▸ WHAT YOU ARE ASKED TO DO: Report how many lines in the records below hold the word "scale". Add nothing to the number.
==== PROVIDED DATA ====
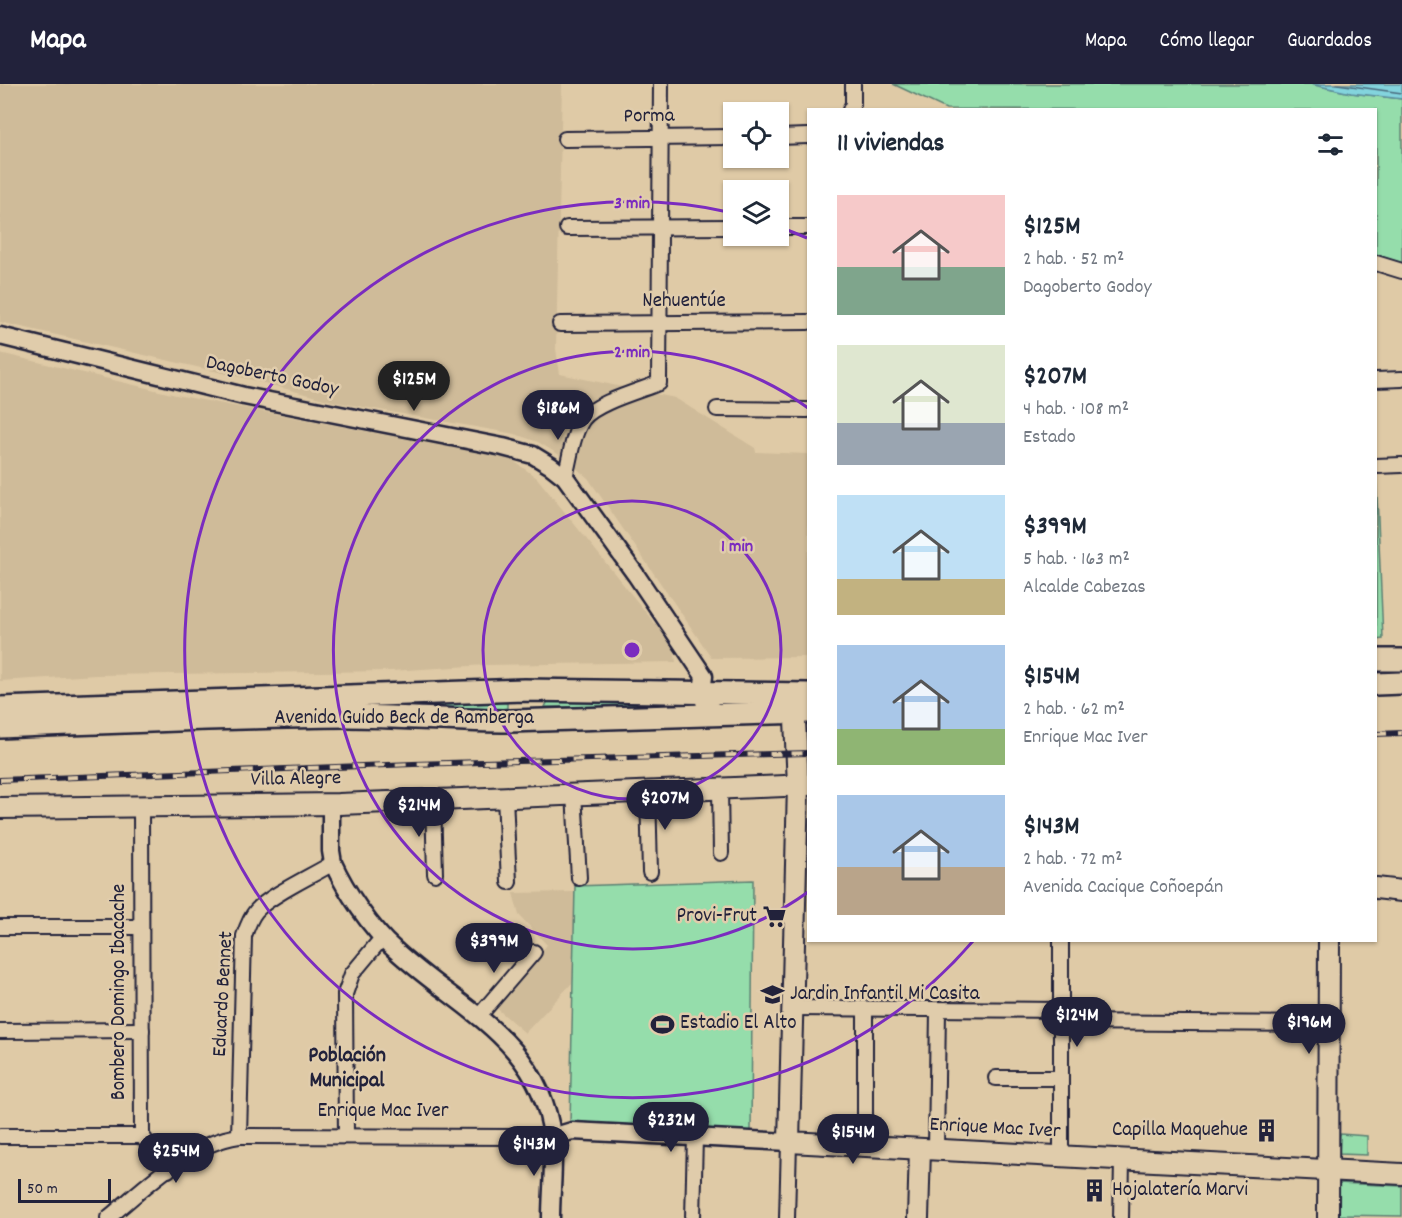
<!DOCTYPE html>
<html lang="es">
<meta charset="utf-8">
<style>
:root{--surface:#fff;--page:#f6f6f7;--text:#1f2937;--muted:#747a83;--accent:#22223b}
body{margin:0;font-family:Dekko,sans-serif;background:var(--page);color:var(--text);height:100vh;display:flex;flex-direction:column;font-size:22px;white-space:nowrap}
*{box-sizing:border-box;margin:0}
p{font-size:20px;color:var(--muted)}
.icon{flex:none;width:33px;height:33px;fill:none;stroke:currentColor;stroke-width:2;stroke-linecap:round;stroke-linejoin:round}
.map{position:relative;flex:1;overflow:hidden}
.details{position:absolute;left:807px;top:24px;width:570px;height:834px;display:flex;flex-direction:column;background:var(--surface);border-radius:0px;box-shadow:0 2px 4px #0004}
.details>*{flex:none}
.tools{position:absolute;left:723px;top:18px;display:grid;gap:12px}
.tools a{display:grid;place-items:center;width:66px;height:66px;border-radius:0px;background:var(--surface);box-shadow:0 2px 4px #0004;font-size:30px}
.scale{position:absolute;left:18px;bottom:15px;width:93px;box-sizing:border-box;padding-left:6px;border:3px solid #22223b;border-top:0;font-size:16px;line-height:21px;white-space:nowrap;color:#22223b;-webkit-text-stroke:4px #e0ccab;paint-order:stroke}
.price{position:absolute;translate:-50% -51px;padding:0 14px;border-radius:21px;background:var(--accent);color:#fff;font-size:20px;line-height:39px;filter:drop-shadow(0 2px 3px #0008)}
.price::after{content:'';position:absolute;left:50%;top:36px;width:18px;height:14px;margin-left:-9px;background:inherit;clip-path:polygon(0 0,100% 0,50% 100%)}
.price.active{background:#222;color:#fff}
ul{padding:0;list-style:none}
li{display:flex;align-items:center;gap:18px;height:150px;padding:0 30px}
li span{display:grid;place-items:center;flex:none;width:168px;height:120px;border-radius:0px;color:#555}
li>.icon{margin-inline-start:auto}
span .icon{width:72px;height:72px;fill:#fffc;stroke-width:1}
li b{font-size:26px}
h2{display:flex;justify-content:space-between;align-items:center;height:72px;padding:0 30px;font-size:26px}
header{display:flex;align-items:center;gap:36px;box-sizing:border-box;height:84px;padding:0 30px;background:var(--accent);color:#fff}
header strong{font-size:28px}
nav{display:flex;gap:33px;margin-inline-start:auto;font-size:21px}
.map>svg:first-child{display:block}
.built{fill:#cfbb99}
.green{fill:#95ddab;stroke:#5c8073;stroke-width:1.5}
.water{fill:#83d4dd;stroke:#5c8d9c;stroke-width:1.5}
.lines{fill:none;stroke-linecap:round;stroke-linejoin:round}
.shore{stroke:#49697c;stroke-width:1.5}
.minor-casing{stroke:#22223b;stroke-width:18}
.tertiary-casing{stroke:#22223b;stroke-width:21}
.secondary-casing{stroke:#22223b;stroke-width:24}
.primary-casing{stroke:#22223b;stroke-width:26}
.minor{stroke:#e0ccab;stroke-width:14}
.tertiary{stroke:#e0ccab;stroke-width:16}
.secondary{stroke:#e0ccab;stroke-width:20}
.primary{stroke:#e0ccab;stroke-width:21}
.rail-casing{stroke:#22223b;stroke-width:6}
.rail{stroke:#e0ccab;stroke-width:4;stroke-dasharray:11;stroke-linecap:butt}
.ring{fill:none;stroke:#7b2cbf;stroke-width:3}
.labels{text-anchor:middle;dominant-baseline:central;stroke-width:5;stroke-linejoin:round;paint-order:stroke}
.street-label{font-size:21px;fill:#22223b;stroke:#e0ccab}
.poi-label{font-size:21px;fill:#22223b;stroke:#e0ccab;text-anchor:start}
.neighbourhood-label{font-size:22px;font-weight:bold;fill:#22223b;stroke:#e0ccab}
.centre{fill:#7b2cbf;stroke:#e0ccab;stroke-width:3}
.ring-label{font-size:18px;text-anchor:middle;font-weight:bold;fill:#7b2cbf;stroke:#e0ccab;stroke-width:5;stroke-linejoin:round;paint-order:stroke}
</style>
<header>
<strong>Mapa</strong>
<nav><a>Mapa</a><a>Cómo llegar</a><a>Guardados</a></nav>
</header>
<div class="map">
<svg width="1402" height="1134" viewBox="0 0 1402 1134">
<rect width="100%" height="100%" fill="#dfcaa6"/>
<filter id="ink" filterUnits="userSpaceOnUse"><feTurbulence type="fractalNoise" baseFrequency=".0167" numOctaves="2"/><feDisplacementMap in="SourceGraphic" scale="12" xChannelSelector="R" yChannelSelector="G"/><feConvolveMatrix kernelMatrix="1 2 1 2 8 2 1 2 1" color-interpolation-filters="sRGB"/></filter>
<g filter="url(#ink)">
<g class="built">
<polygon points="0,0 562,0 556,265 560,290 675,314 755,364 756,368 808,370 808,573 712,574 588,394 563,373 538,358 515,350 335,318 249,295 0,238"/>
<polygon points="0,269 176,311 511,375 537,394 674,563 676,578 486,581 391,587 96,591 0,597"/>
<polygon points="575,808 573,898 525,949 493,921 547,861 519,831 513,809"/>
</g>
<g class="green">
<polygon points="893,0 1310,0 1351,9 1402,15 1402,179 1376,171 1376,26 946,25"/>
<polygon points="1376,387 1383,555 1376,556"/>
<polygon points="616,614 637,620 697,616 697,622 545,623 548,617"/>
<polygon points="482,616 507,619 507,624 481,629 96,625"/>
<polygon points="753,796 751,1047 570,1040 575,802"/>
<polygon points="1340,1050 1367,1052 1367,1071 1339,1070"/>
<polygon points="1337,1099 1402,1102 1402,1132 1334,1131"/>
</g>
<polygon class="water" points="1310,0 1402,0 1402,15 1351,9"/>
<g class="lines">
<polyline class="shore" points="1337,0 1402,9"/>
<defs>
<g id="minor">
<polyline points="850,26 853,20 853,0"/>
<polyline points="778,53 808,52"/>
<polyline points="565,55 734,53"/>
<polyline points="778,143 808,143"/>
<polyline points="567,144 734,143"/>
<polyline points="1376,179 1402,187"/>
<polyline points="560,240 808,238"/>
<polyline points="1376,296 1402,295"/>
<polyline points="717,325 808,326"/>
<polyline points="1376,382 1402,381"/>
<path d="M 565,393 C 570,375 572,351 583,335 C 595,319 639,307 659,299 L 661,0"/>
<polyline points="720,704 721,769"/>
<polyline points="648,706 650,788"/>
<polyline points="574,710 579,794"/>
<polyline points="505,713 509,798"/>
<polyline points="433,716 435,790"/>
<polyline points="141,721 142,1052 168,1086"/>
<polyline points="0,843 141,843"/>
<polyline points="1061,856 1061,1072"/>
<polyline points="792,924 1061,926"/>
<polyline points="478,933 534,868"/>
<polyline points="1061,938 1327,940"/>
<polyline points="0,947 142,946"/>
<polyline points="996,994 1061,994"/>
<polyline points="0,1052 142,1052"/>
<path d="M 239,1052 L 244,852 C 247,843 250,834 256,827 C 270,811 314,791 333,779"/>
<polyline points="346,1052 345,910 352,890 382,854"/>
<polyline points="865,1063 865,925"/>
<polyline points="936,1066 938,926"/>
<path d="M 108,1134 C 147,1102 187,1060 239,1052 L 552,1053"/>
<polyline points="693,1134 695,1053"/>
<polyline points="787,1134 789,1058"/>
<polyline points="1121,1134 1122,1076"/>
</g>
<g id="tertiary">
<polyline points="0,252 244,312 503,363 533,371 551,382 565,393 636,491 704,592 702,609 705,621 719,630"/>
<path d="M 331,720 L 331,767 L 333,779 C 345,806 372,846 394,865 C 457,924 540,955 552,1052 C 555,1078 551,1107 551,1134"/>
<polyline points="552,1053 572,1047 789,1058"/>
</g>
<g id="secondary">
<polyline points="794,614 798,701 789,1058 1402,1090"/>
<polyline points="0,724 339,720 808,701"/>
<polyline points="1376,804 1402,807"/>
<polyline points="918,1134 920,1065"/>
<polyline points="1328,1134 1329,856"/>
</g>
<g id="primary">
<polyline points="1376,576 1402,576"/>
<polyline points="1376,600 1402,599"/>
<polyline points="0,624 524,606 808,610"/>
<path d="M 0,643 C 115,638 231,633 346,632 C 401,632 455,637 510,637 L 808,628"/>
</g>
</defs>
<use href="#minor" class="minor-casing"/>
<use href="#tertiary" class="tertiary-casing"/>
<use href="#secondary" class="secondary-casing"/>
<use href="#primary" class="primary-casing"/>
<use href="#minor" class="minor"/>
<use href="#tertiary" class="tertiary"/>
<use href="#secondary" class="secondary"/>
<use href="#primary" class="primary"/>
<defs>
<g id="rail">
<polyline points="1376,650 1402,649"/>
<polyline points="0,696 413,680 808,669"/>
</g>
</defs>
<use href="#rail" class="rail-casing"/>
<use href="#rail" class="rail"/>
</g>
</g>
<g class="ring">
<circle cx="632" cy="566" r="149"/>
<path d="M808 808A299 299 0 1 1 808 324"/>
<path d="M973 857A448 448 0 1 1 733 129M782 144A448 448 0 0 1 807 154"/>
</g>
<defs>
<symbol id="supermarket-bare" viewBox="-9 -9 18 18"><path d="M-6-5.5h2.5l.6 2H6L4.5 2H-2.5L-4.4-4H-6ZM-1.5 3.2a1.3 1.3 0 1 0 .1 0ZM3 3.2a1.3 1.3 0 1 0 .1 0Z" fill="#22223b" stroke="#e0ccab" stroke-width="2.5" paint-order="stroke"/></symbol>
<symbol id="school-bare" viewBox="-9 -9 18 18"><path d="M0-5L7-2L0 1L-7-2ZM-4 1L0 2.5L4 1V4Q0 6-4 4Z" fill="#22223b" stroke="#e0ccab" stroke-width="2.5" paint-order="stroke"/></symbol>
<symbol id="stadium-bare" viewBox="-9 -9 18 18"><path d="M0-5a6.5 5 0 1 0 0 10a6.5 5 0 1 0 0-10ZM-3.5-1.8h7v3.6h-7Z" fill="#22223b" stroke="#e0ccab" stroke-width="2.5" paint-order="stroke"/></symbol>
<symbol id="building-bare" viewBox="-9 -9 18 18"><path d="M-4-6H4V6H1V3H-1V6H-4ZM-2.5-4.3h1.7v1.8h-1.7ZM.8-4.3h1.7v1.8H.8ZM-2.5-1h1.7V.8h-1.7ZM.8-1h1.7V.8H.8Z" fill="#22223b" stroke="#e0ccab" stroke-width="2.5" paint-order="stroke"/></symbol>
</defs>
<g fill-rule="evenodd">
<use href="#supermarket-bare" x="758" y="816" width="33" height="33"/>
<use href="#school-bare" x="756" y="894" width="33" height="33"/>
<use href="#stadium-bare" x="646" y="924" width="33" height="33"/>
<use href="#building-bare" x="1250" y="1030" width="33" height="33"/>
<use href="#building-bare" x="1078" y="1090" width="33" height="33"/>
</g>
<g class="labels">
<g class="street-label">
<text transform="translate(649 33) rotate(-1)">Porma</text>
<text x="684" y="218">Nehuentúe</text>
<text transform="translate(272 293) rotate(12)">Dagoberto Godoy</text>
<text x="404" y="635">Avenida Guido Beck de Ramberga</text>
<text transform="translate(296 696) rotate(-1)">Villa Alegre</text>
<text transform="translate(120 908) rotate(-90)">Bombero Domingo Ibacache</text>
<text transform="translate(224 910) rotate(-87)">Eduardo Bennet</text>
<text x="383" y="1028">Enrique Mac Iver</text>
<text transform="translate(995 1045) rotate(3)">Enrique Mac Iver</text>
</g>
<g class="poi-label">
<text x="757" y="833" text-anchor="end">Provi-Frut</text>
<text x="790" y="911">Jardin Infantil Mi Casita</text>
<text x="680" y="940">Estadio El Alto</text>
<text x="1248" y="1047" text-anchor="end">Capilla Maquehue</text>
<text x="1112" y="1107">Hojalatería Marvi</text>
</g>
<g class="neighbourhood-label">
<text x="347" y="972">Población<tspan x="347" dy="25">Municipal</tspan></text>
</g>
</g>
<circle cx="632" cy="566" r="9" class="centre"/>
<g class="ring-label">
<text x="632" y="124">3 min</text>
<text x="632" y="273">2 min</text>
<text x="737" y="467">1 min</text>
</g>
</svg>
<div class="tools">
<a><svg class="icon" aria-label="locate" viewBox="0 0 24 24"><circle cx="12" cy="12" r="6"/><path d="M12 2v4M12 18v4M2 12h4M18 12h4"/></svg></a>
<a><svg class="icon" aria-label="layers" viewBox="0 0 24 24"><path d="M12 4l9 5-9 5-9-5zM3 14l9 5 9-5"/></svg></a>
</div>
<div class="scale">50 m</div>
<b class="price active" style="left:414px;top:328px">$125M</b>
<b class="price" style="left:558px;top:357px">$186M</b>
<b class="price" style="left:665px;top:747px">$207M</b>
<b class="price" style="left:419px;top:754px">$214M</b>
<b class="price" style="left:494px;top:890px">$399M</b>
<b class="price" style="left:1077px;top:964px">$124M</b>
<b class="price" style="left:1309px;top:971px">$196M</b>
<b class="price" style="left:671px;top:1069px">$232M</b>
<b class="price" style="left:853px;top:1081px">$154M</b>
<b class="price" style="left:534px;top:1093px">$143M</b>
<b class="price" style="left:176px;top:1100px">$254M</b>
<section class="details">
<h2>11 viviendas<svg class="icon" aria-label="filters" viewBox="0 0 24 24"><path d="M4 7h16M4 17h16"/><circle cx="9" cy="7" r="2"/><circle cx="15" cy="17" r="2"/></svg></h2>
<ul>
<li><span style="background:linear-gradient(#f6c9c9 60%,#7fa58c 0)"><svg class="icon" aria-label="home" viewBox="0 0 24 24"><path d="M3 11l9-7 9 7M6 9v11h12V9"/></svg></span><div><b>$125M</b><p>2 hab. · 52 m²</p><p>Dagoberto Godoy</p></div></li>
<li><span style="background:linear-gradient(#dfe7d0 65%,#9aa5b1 0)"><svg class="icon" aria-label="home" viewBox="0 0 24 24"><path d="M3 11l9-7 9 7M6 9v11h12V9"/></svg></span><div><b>$207M</b><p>4 hab. · 108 m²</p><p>Estado</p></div></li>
<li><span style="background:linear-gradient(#bfe0f5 70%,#c2b280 0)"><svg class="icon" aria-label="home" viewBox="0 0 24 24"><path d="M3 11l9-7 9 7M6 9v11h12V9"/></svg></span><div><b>$399M</b><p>5 hab. · 163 m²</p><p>Alcalde Cabezas</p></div></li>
<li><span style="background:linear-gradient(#a9c7e8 70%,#8fb573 0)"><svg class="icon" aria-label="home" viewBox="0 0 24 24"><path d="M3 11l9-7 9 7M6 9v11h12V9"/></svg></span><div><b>$154M</b><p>2 hab. · 62 m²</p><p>Enrique Mac Iver</p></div></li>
<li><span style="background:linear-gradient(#a9c7e8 60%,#b9a48a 0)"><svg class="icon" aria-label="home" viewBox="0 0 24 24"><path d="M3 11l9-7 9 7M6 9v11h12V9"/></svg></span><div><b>$143M</b><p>2 hab. · 72 m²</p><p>Avenida Cacique Coñoepán</p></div></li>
</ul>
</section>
</div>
====
▸ REPLY TO THE EXERCISE: 3